What to produce: Copy all the records exactly; the complete set is the expected result.

The input:
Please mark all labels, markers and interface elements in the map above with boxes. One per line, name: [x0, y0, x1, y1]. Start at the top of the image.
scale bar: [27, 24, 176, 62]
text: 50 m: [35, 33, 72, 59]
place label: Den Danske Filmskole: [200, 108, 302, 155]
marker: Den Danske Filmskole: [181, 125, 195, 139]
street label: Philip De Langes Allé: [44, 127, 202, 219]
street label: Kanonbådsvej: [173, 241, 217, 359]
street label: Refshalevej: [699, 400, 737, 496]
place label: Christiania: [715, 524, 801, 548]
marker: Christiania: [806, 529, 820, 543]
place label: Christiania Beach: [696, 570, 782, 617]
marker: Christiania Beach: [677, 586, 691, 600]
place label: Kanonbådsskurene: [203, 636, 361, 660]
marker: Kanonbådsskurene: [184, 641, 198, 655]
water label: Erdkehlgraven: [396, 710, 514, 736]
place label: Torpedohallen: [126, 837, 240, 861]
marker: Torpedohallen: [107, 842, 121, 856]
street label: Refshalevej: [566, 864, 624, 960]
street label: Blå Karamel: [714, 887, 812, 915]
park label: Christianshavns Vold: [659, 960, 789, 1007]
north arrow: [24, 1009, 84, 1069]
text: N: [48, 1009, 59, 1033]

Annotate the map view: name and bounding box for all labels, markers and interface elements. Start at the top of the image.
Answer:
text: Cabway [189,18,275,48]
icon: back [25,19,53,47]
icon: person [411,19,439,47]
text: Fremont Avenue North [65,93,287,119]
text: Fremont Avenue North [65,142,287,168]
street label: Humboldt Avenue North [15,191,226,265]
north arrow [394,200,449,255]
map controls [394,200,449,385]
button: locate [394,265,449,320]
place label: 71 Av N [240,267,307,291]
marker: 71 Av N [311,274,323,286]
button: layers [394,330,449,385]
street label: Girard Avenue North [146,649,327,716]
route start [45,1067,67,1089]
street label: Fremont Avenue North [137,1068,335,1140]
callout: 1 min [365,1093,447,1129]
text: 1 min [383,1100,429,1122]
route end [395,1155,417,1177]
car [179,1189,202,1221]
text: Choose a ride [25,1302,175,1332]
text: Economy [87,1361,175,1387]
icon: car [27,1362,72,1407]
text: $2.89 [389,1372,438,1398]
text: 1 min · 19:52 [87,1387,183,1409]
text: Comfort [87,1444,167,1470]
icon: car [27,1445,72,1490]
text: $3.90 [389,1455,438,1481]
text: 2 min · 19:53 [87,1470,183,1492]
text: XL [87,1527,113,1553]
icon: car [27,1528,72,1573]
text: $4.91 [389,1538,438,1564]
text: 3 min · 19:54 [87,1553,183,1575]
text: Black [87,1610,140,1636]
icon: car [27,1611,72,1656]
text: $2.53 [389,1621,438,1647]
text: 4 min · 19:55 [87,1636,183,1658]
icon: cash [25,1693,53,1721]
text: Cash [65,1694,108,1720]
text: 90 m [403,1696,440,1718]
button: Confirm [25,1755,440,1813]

Solved problem:
Please mark all labels, markers and interface elements in the map above with boxes. One per line, name: [x0, y0, x1, y1]. Start at the top of the image.
scale bar: [27, 24, 176, 62]
text: 50 m: [35, 33, 72, 59]
place label: Den Danske Filmskole: [200, 108, 302, 155]
marker: Den Danske Filmskole: [181, 125, 195, 139]
street label: Philip De Langes Allé: [44, 127, 202, 219]
street label: Kanonbådsvej: [173, 241, 217, 359]
street label: Refshalevej: [699, 400, 737, 496]
place label: Christiania: [715, 524, 801, 548]
marker: Christiania: [806, 529, 820, 543]
place label: Christiania Beach: [696, 570, 782, 617]
marker: Christiania Beach: [677, 586, 691, 600]
place label: Kanonbådsskurene: [203, 636, 361, 660]
marker: Kanonbådsskurene: [184, 641, 198, 655]
water label: Erdkehlgraven: [396, 710, 514, 736]
place label: Torpedohallen: [126, 837, 240, 861]
marker: Torpedohallen: [107, 842, 121, 856]
street label: Refshalevej: [566, 864, 624, 960]
street label: Blå Karamel: [714, 887, 812, 915]
park label: Christianshavns Vold: [659, 960, 789, 1007]
north arrow: [24, 1009, 84, 1069]
text: N: [48, 1009, 59, 1033]

Annotate the map view: name and bounding box for all labels, markers and interface elements. Start at the top of the image.
Answer:
text: Cabway [189,18,275,48]
icon: back [25,19,53,47]
icon: person [411,19,439,47]
text: Fremont Avenue North [65,93,287,119]
text: Fremont Avenue North [65,142,287,168]
street label: Humboldt Avenue North [15,191,226,265]
north arrow [394,200,449,255]
map controls [394,200,449,385]
button: locate [394,265,449,320]
place label: 71 Av N [240,267,307,291]
marker: 71 Av N [311,274,323,286]
button: layers [394,330,449,385]
street label: Girard Avenue North [146,649,327,716]
route start [45,1067,67,1089]
street label: Fremont Avenue North [137,1068,335,1140]
callout: 1 min [365,1093,447,1129]
text: 1 min [383,1100,429,1122]
route end [395,1155,417,1177]
car [179,1189,202,1221]
text: Choose a ride [25,1302,175,1332]
text: Economy [87,1361,175,1387]
icon: car [27,1362,72,1407]
text: $2.89 [389,1372,438,1398]
text: 1 min · 19:52 [87,1387,183,1409]
text: Comfort [87,1444,167,1470]
icon: car [27,1445,72,1490]
text: $3.90 [389,1455,438,1481]
text: 2 min · 19:53 [87,1470,183,1492]
text: XL [87,1527,113,1553]
icon: car [27,1528,72,1573]
text: $4.91 [389,1538,438,1564]
text: 3 min · 19:54 [87,1553,183,1575]
text: Black [87,1610,140,1636]
icon: car [27,1611,72,1656]
text: $2.53 [389,1621,438,1647]
text: 4 min · 19:55 [87,1636,183,1658]
icon: cash [25,1693,53,1721]
text: Cash [65,1694,108,1720]
text: 90 m [403,1696,440,1718]
button: Confirm [25,1755,440,1813]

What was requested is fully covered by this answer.